● Brief
Extract each line of the data and write it out again exactly.

● Available records
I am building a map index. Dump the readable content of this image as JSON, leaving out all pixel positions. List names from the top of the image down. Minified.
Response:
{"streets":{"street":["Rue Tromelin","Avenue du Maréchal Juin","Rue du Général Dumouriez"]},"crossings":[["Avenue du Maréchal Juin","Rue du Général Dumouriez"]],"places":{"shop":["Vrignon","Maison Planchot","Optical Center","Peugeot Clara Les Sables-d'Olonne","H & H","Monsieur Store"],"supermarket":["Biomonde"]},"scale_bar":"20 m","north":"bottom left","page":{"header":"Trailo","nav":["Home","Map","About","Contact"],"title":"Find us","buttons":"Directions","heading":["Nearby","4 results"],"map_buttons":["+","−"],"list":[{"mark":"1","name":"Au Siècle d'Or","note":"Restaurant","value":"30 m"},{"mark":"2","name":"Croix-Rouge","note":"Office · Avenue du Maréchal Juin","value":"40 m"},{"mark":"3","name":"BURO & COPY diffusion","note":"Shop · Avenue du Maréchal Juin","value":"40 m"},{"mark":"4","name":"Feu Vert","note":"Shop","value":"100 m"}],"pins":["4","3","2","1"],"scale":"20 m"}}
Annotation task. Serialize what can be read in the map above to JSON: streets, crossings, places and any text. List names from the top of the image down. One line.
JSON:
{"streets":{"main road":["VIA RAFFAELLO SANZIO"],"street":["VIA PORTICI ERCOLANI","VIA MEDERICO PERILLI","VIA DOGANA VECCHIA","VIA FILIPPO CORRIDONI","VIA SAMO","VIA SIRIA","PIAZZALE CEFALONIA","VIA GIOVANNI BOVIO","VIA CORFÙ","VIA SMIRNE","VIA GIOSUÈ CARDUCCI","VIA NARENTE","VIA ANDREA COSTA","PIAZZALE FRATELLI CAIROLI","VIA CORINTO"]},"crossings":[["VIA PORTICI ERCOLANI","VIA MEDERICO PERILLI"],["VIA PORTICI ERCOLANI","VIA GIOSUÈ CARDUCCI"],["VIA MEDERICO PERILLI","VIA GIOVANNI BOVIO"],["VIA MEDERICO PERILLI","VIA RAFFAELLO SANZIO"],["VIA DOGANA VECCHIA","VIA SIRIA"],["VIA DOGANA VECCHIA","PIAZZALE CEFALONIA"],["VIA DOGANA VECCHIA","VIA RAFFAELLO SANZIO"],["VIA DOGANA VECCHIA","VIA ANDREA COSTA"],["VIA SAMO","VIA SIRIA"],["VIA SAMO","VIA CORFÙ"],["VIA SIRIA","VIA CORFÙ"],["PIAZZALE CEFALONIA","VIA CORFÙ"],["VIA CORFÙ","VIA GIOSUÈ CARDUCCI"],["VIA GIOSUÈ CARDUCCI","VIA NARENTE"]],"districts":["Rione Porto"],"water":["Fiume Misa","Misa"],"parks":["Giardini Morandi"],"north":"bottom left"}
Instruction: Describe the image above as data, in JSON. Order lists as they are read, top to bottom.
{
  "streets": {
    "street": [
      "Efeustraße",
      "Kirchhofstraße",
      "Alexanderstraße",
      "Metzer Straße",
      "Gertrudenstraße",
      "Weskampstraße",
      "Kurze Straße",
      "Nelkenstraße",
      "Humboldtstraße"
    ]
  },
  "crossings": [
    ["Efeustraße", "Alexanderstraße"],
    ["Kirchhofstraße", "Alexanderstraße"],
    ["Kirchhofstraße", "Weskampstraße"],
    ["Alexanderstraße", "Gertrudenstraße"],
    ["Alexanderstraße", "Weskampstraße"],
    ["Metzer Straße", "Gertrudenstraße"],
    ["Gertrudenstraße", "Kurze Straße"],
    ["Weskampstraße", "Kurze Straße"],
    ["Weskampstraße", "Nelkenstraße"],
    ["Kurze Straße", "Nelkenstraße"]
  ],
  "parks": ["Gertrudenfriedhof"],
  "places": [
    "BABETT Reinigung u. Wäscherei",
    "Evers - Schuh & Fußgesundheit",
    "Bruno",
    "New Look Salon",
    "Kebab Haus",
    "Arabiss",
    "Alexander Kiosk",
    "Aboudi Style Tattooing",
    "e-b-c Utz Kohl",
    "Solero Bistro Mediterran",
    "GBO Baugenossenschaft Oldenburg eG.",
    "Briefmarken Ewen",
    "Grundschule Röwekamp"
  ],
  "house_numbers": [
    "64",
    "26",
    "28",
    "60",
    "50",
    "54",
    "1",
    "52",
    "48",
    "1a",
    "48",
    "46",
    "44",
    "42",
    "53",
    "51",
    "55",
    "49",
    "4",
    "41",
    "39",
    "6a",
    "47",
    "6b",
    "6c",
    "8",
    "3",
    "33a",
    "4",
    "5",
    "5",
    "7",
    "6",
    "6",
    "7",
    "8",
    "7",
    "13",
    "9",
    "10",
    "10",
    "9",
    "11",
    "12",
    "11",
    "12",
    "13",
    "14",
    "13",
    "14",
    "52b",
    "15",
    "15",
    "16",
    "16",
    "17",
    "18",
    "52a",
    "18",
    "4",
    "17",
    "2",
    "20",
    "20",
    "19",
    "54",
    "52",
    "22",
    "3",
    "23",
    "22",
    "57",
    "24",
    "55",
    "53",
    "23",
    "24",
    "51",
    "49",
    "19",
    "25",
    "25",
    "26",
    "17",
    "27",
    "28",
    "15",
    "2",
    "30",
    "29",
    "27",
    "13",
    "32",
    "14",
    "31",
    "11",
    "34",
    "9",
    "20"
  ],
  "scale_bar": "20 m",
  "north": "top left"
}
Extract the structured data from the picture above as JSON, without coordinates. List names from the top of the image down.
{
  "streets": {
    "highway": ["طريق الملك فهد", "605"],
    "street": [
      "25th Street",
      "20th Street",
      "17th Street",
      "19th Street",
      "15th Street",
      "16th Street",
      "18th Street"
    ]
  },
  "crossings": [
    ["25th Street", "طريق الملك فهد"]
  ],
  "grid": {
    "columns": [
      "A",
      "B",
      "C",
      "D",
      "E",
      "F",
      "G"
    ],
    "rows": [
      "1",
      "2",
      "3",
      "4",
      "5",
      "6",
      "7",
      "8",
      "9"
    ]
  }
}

● Result below
I am building a map index. Dump the readable content of this image as JSON, leaving out all pixel positions. List names from the top of the image down. Minified.
Response:
{"streets":{"street":["Rue Tromelin","Avenue du Maréchal Juin","Rue du Général Dumouriez"]},"crossings":[["Avenue du Maréchal Juin","Rue du Général Dumouriez"]],"places":{"shop":["Vrignon","Maison Planchot","Optical Center","Peugeot Clara Les Sables-d'Olonne","H & H","Monsieur Store"],"supermarket":["Biomonde"]},"scale_bar":"20 m","north":"bottom left","page":{"header":"Trailo","nav":["Home","Map","About","Contact"],"title":"Find us","buttons":"Directions","heading":["Nearby","4 results"],"map_buttons":["+","−"],"list":[{"mark":"1","name":"Au Siècle d'Or","note":"Restaurant","value":"30 m"},{"mark":"2","name":"Croix-Rouge","note":"Office · Avenue du Maréchal Juin","value":"40 m"},{"mark":"3","name":"BURO & COPY diffusion","note":"Shop · Avenue du Maréchal Juin","value":"40 m"},{"mark":"4","name":"Feu Vert","note":"Shop","value":"100 m"}],"pins":["4","3","2","1"],"scale":"20 m"}}
Annotation task. Serialize what can be read in the map above to JSON: streets, crossings, places and any text. List names from the top of the image down. One line.
JSON:
{"streets":{"main road":["VIA RAFFAELLO SANZIO"],"street":["VIA PORTICI ERCOLANI","VIA MEDERICO PERILLI","VIA DOGANA VECCHIA","VIA FILIPPO CORRIDONI","VIA SAMO","VIA SIRIA","PIAZZALE CEFALONIA","VIA GIOVANNI BOVIO","VIA CORFÙ","VIA SMIRNE","VIA GIOSUÈ CARDUCCI","VIA NARENTE","VIA ANDREA COSTA","PIAZZALE FRATELLI CAIROLI","VIA CORINTO"]},"crossings":[["VIA PORTICI ERCOLANI","VIA MEDERICO PERILLI"],["VIA PORTICI ERCOLANI","VIA GIOSUÈ CARDUCCI"],["VIA MEDERICO PERILLI","VIA GIOVANNI BOVIO"],["VIA MEDERICO PERILLI","VIA RAFFAELLO SANZIO"],["VIA DOGANA VECCHIA","VIA SIRIA"],["VIA DOGANA VECCHIA","PIAZZALE CEFALONIA"],["VIA DOGANA VECCHIA","VIA RAFFAELLO SANZIO"],["VIA DOGANA VECCHIA","VIA ANDREA COSTA"],["VIA SAMO","VIA SIRIA"],["VIA SAMO","VIA CORFÙ"],["VIA SIRIA","VIA CORFÙ"],["PIAZZALE CEFALONIA","VIA CORFÙ"],["VIA CORFÙ","VIA GIOSUÈ CARDUCCI"],["VIA GIOSUÈ CARDUCCI","VIA NARENTE"]],"districts":["Rione Porto"],"water":["Fiume Misa","Misa"],"parks":["Giardini Morandi"],"north":"bottom left"}
Instruction: Describe the image above as data, in JSON. Order lists as they are read, top to bottom.
{
  "streets": {
    "street": [
      "Efeustraße",
      "Kirchhofstraße",
      "Alexanderstraße",
      "Metzer Straße",
      "Gertrudenstraße",
      "Weskampstraße",
      "Kurze Straße",
      "Nelkenstraße",
      "Humboldtstraße"
    ]
  },
  "crossings": [
    ["Efeustraße", "Alexanderstraße"],
    ["Kirchhofstraße", "Alexanderstraße"],
    ["Kirchhofstraße", "Weskampstraße"],
    ["Alexanderstraße", "Gertrudenstraße"],
    ["Alexanderstraße", "Weskampstraße"],
    ["Metzer Straße", "Gertrudenstraße"],
    ["Gertrudenstraße", "Kurze Straße"],
    ["Weskampstraße", "Kurze Straße"],
    ["Weskampstraße", "Nelkenstraße"],
    ["Kurze Straße", "Nelkenstraße"]
  ],
  "parks": ["Gertrudenfriedhof"],
  "places": [
    "BABETT Reinigung u. Wäscherei",
    "Evers - Schuh & Fußgesundheit",
    "Bruno",
    "New Look Salon",
    "Kebab Haus",
    "Arabiss",
    "Alexander Kiosk",
    "Aboudi Style Tattooing",
    "e-b-c Utz Kohl",
    "Solero Bistro Mediterran",
    "GBO Baugenossenschaft Oldenburg eG.",
    "Briefmarken Ewen",
    "Grundschule Röwekamp"
  ],
  "house_numbers": [
    "64",
    "26",
    "28",
    "60",
    "50",
    "54",
    "1",
    "52",
    "48",
    "1a",
    "48",
    "46",
    "44",
    "42",
    "53",
    "51",
    "55",
    "49",
    "4",
    "41",
    "39",
    "6a",
    "47",
    "6b",
    "6c",
    "8",
    "3",
    "33a",
    "4",
    "5",
    "5",
    "7",
    "6",
    "6",
    "7",
    "8",
    "7",
    "13",
    "9",
    "10",
    "10",
    "9",
    "11",
    "12",
    "11",
    "12",
    "13",
    "14",
    "13",
    "14",
    "52b",
    "15",
    "15",
    "16",
    "16",
    "17",
    "18",
    "52a",
    "18",
    "4",
    "17",
    "2",
    "20",
    "20",
    "19",
    "54",
    "52",
    "22",
    "3",
    "23",
    "22",
    "57",
    "24",
    "55",
    "53",
    "23",
    "24",
    "51",
    "49",
    "19",
    "25",
    "25",
    "26",
    "17",
    "27",
    "28",
    "15",
    "2",
    "30",
    "29",
    "27",
    "13",
    "32",
    "14",
    "31",
    "11",
    "34",
    "9",
    "20"
  ],
  "scale_bar": "20 m",
  "north": "top left"
}
Extract the structured data from the picture above as JSON, without coordinates. List names from the top of the image down.
{
  "streets": {
    "highway": ["طريق الملك فهد", "605"],
    "street": [
      "25th Street",
      "20th Street",
      "17th Street",
      "19th Street",
      "15th Street",
      "16th Street",
      "18th Street"
    ]
  },
  "crossings": [
    ["25th Street", "طريق الملك فهد"]
  ],
  "grid": {
    "columns": [
      "A",
      "B",
      "C",
      "D",
      "E",
      "F",
      "G"
    ],
    "rows": [
      "1",
      "2",
      "3",
      "4",
      "5",
      "6",
      "7",
      "8",
      "9"
    ]
  }
}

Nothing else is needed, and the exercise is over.